By M.R. Narayan Swamy
New Delhi, July 23 (IANS) Norwegian minister Erik Solheim, who was the face of peace efforts in Sri Lanka, Saturday said the "horrible" massacre of 91 people was an attack on Norway's "democratic values".

"This is the most horrible attack on Norway in peace time," the minister of environment and international development told IANS in a telephonic interview from London, while on his way to Oslo.

"We are a small and peaceful country. We have never experienced any such thing. This is an enormous shock," he added.

"It is an attack on Norway's democratic values," he added.

Solheim's comments came a day after the Scandinavian country was stunned by a powerful car bomb that killed seven people in Oslo and the later massacre of 84 mostly young people in a small island 40 km away.

Police arrested a 32-year-old Norwegian man, Anders Behring Breivik, said to be a rightwing Christian, for both massacres.

The Oslo bombings devastated government buildings, including the office of Prime Minister Jens Stoltenberg. The dead included civil servants, and some 90 people were injured.

Within two hours or so, a gunman dressed in police uniform, later identified as Breivik, went on a killing spree in the Uoteya island where a meeting of the ruling Labour Party's youth wing was on.

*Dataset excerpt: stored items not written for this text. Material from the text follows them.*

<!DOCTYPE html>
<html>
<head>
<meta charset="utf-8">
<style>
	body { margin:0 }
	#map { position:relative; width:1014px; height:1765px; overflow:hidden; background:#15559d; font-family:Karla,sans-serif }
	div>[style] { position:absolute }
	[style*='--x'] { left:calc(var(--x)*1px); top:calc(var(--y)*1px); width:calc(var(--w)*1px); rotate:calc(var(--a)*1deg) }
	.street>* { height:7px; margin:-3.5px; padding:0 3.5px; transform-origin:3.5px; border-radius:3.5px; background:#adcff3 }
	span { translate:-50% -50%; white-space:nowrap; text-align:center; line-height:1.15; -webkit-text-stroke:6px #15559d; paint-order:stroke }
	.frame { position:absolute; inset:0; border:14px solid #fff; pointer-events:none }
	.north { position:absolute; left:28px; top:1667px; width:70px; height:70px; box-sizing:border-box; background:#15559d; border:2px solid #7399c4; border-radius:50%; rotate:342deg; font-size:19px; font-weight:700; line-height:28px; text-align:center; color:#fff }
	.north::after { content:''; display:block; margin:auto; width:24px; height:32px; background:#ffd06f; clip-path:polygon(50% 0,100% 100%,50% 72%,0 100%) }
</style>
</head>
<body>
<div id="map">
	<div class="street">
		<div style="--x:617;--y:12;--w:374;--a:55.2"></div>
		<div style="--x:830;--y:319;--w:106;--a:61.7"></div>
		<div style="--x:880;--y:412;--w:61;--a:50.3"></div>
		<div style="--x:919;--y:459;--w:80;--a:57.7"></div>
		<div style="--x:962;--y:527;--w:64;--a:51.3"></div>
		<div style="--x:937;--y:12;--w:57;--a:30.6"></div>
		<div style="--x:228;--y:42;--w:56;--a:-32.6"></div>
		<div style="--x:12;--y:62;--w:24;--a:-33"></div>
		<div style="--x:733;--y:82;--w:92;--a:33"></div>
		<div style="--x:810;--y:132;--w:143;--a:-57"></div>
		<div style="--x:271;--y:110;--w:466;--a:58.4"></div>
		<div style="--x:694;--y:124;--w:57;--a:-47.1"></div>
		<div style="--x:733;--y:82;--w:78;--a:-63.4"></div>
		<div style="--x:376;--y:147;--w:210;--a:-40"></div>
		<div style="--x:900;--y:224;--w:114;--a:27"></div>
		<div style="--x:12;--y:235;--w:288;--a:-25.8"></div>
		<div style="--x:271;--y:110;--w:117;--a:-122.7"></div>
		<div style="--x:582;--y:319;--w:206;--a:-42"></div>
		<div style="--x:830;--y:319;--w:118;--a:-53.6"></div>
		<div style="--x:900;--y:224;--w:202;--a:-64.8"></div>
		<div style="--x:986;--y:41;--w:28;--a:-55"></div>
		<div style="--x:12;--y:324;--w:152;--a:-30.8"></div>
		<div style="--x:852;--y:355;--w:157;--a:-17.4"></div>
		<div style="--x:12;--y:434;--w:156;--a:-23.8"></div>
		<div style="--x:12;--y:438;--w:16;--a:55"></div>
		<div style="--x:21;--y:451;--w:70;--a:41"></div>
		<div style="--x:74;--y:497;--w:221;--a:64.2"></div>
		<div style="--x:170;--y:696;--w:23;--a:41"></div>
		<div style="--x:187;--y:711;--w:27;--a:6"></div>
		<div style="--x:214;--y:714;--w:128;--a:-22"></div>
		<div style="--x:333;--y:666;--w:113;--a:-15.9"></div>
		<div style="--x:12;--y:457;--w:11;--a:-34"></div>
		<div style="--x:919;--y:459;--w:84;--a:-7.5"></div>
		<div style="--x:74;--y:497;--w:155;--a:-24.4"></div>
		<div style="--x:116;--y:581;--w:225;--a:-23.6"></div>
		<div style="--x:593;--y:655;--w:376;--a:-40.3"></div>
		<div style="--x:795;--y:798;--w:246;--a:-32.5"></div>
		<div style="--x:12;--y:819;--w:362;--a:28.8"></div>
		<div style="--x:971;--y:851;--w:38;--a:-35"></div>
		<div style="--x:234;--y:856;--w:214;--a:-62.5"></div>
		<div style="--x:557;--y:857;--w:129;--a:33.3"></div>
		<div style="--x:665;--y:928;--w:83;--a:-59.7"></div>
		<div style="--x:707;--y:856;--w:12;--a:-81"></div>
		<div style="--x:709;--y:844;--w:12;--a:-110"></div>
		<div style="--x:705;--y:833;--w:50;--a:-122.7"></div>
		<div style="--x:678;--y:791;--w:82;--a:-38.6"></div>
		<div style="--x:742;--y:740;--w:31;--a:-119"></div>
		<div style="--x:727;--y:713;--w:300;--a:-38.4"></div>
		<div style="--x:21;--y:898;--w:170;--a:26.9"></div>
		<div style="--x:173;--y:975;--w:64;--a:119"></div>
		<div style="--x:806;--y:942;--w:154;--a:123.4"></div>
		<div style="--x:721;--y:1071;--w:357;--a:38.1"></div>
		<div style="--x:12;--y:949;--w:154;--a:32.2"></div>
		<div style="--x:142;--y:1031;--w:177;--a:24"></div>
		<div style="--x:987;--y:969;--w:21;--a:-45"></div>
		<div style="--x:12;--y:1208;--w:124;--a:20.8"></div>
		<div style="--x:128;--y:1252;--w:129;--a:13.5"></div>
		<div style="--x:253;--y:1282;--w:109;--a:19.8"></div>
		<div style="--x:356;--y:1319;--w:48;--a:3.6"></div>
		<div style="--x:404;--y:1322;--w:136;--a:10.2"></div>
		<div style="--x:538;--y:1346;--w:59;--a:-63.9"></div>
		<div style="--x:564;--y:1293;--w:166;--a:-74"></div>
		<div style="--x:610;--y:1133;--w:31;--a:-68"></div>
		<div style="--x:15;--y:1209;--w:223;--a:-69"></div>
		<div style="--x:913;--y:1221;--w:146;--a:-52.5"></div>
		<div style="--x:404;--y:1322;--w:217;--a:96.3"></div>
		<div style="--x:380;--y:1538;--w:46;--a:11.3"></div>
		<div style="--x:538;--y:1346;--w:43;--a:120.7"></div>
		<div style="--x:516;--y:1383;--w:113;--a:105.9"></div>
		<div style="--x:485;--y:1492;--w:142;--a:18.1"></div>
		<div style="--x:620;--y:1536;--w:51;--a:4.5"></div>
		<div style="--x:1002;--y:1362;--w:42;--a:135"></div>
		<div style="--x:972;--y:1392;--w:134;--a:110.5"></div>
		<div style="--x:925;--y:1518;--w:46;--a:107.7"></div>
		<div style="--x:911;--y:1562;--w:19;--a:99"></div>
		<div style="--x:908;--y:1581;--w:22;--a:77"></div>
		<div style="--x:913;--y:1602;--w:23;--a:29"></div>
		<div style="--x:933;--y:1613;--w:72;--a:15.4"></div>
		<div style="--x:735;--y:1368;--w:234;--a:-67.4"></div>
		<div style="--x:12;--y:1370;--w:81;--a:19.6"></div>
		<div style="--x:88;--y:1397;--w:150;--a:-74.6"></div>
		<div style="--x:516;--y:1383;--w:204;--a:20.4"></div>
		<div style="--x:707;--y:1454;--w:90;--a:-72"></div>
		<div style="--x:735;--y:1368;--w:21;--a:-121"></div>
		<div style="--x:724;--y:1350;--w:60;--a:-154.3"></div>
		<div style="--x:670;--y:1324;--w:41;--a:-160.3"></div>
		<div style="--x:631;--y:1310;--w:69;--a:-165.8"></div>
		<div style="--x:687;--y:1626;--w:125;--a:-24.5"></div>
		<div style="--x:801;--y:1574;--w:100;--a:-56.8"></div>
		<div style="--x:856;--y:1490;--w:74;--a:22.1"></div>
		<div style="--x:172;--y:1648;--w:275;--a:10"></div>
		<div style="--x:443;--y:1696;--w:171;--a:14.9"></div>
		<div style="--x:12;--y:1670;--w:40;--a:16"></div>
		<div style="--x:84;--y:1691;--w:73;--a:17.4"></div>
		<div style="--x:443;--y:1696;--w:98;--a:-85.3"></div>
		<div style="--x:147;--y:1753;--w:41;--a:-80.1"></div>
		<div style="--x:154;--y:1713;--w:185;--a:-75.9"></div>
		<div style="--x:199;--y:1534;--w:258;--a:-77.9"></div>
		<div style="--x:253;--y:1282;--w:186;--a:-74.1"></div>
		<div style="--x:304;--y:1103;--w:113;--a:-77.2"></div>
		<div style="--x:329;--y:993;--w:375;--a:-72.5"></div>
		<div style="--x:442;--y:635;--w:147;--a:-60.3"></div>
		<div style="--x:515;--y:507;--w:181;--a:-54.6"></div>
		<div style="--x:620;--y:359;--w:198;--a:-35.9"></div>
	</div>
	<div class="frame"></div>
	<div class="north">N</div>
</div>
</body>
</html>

The hour-long shooting killed 84 people, mostly teenagers, many of whom were shot even as they jumped into the water to escape. Some swam for as long as five hours to the mainland to escape the madness.

Prime Minister Stoltenberg was to visit the island Saturday.

Solheim -- a member of the Socialist Left Party, which is in alliance with the Labour Party -- said the government was engaged in efforts to take care of the injured and the families of the dead.

The minister told IANS the meeting on the island that was targeted was "a traditional summer camp where Labour Party leaders go and make speeches ... and the young discuss politics".

Asked about the religious identity of the arrested man (media accounts have called him a rightwing Christian), Solheim said it was "too early to speculate".

About 85 percent of Norway's 4.6 million people subscribe to the Church of Norway. Pentecostal and Roman Catholic Churches account for one percent each and other Christian groups for 2.4 percent of Norwegians.

Another 1.8 percent of Norwegians are Muslim.

Solheim has travelled to India frequently in his former capacity as Norway's special envoy to Sri Lanka.